The section approaches the historical and cultural practices that involve cinema in the transatlantic...
The study of films, due to their transnational circulations, can decisively contribute to the knowledge about cultural practices that connect different continental contexts. In this perspective, there are different mediation vectors that can be analyzed and mapped: the distribution of films and their esthetic and cultural impact; the reciprocal influence of texts and theories; the institutional exchanges and the agents involved in this process; and, finally, sociability and consumption environments, among other topics.1
Among such topics, I will focus on the role of cinema in the world's fairs, with emphasis on the Independence Centenary International Exposition (1922-1923) held in Rio de Janeiro. I believe many of the vectors mentioned above coexist in such environments.
The main purpose of these world's fairs was, since their inception in London 1851, to celebrate the capitalism represented by the scientific advancement and its new machines. Culture had a privileged space of "civilizational" affirmation, a trait that was used to differentiate the USA and the European countries from those in their areas of influence, such as colonies and protectorates throughout Latin America, Africa, and Asia. It is a moment of imperialist expansion, and also of clash between the main capitalist countries for the global hegemony. In a symbolic viewpoint, the disposition and the different pavilions in the areas reserved for the world's fairs already displayed this conflict. One of the best known "architectural disputes" occurred in the Exposition Internationale des Arts et Techniques dans la vie moderne (1937) in Paris. This event was dedicated to "peace"; however, two pavilions were placed right in front of each other: on one side, the Soviet Union, and, on the other, the Nazi Germany's pavilion designed by Albert Speer. After seeing the Soviet Union's model and knowing its location, Hitler's architect designed a fortress to contain what he saw as an assault. The war was imminent.
It was in this perspective of conflict, quest for supremacy, and affirmation of national cultural values that cinema was introduced in the world's fairs. The then new medium, an invention of the late 19th century, was a part of the spectacle idealized to be visually consumed by citizens of the big cities, fostering the discourse praising modernity and technology.

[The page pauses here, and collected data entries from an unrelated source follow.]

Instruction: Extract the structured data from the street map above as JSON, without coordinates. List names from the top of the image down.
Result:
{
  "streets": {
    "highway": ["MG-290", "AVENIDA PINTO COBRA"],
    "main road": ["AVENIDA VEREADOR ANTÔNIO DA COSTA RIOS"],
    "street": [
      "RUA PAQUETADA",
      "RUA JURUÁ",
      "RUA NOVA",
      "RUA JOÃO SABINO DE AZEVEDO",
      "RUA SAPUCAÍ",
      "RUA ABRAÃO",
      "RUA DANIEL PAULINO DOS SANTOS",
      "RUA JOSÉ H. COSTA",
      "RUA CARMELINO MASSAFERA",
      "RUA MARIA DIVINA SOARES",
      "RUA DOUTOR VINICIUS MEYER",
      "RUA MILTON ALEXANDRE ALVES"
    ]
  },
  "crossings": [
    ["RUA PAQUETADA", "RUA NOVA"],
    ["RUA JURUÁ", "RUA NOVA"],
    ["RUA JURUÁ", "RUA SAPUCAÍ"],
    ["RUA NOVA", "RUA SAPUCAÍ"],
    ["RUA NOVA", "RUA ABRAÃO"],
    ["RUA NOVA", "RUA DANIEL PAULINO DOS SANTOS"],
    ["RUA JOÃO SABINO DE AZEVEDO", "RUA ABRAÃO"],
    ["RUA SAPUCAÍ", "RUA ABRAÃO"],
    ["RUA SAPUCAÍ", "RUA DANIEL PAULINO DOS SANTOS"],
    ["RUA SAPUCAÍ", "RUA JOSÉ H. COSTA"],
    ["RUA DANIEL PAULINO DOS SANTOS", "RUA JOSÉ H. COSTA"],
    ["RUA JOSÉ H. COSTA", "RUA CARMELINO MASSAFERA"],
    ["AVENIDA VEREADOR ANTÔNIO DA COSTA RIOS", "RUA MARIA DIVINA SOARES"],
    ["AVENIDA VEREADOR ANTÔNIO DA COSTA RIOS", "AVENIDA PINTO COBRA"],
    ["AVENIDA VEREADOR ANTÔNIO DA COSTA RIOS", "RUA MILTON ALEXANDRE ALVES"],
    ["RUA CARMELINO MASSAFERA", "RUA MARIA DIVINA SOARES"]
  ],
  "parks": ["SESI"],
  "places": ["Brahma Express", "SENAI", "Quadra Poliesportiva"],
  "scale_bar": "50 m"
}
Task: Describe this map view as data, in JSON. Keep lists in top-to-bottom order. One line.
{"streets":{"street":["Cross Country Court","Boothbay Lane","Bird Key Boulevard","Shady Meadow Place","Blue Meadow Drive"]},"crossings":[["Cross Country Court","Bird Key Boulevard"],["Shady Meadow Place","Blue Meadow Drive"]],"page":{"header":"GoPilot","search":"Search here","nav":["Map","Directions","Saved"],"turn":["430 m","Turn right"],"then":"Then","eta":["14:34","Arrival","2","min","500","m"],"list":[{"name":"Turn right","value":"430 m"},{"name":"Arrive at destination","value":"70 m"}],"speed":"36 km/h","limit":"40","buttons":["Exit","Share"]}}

One of the first fairs to give a prominent role to cinema was the Exposition Universelle (1900) in Paris, in which the perspectives mentioned above were already put into practice. The United States, for instance, organized in their pavilions film sessions to depict positive features of their society. France, by its turn, intended to reaffirm its pioneering in cinema promoting public exhibits in Paris. This early dispute for the paternity of the invention also reveals that there was a dispute since the beginning of the century for the cultural supremacy in this field. One of the moments in which this claim acquired clear nationalistic contours was during the Exposition Internationale des Arts Décoratifs et Industriels Modernes, in Paris 1925. In this event, France's primacy was affirmed. According to the authors of the exposition's official report, Fernand David and Paul Léon: 'cinema is a French discovery'.2 As the short movies did not differ characteristically from the North American production, the alternative was also "architectural" in consonance with the exposition's display. With the aid of the organizing committee, a giant projector was installed by the Lumière Brothers. In a round screen of 18 meters in height and 21 meters in length, approximately 150 short films were presented in more than 300 sessions for an estimated audience of one million and four hundred people.3
In this fair there was also the presence of foreign cinematographers, such as James White, from the Edison Company, which made around 16 films. Most of these films were short with one or two minutes at most, in general panoramas and tracking shots, with the aim of depicting the fair and, at the same time, emulating to the viewer the feeling of being in the event. Therefore, the interest expressed by the camera movements resides "not only in the landscape seen, but also in the apparatus that can reproduce it with such precision."4 By setting the camera in an elevator, as seen in the short movies that "conduct" us to the top of the Eiffel Tower, or turning it 180 grades around its axis, an illusion of movement is created. The images projected can be seen as an expression of the viewpoint of a passenger in that mode of transport or someone in the situation evoked.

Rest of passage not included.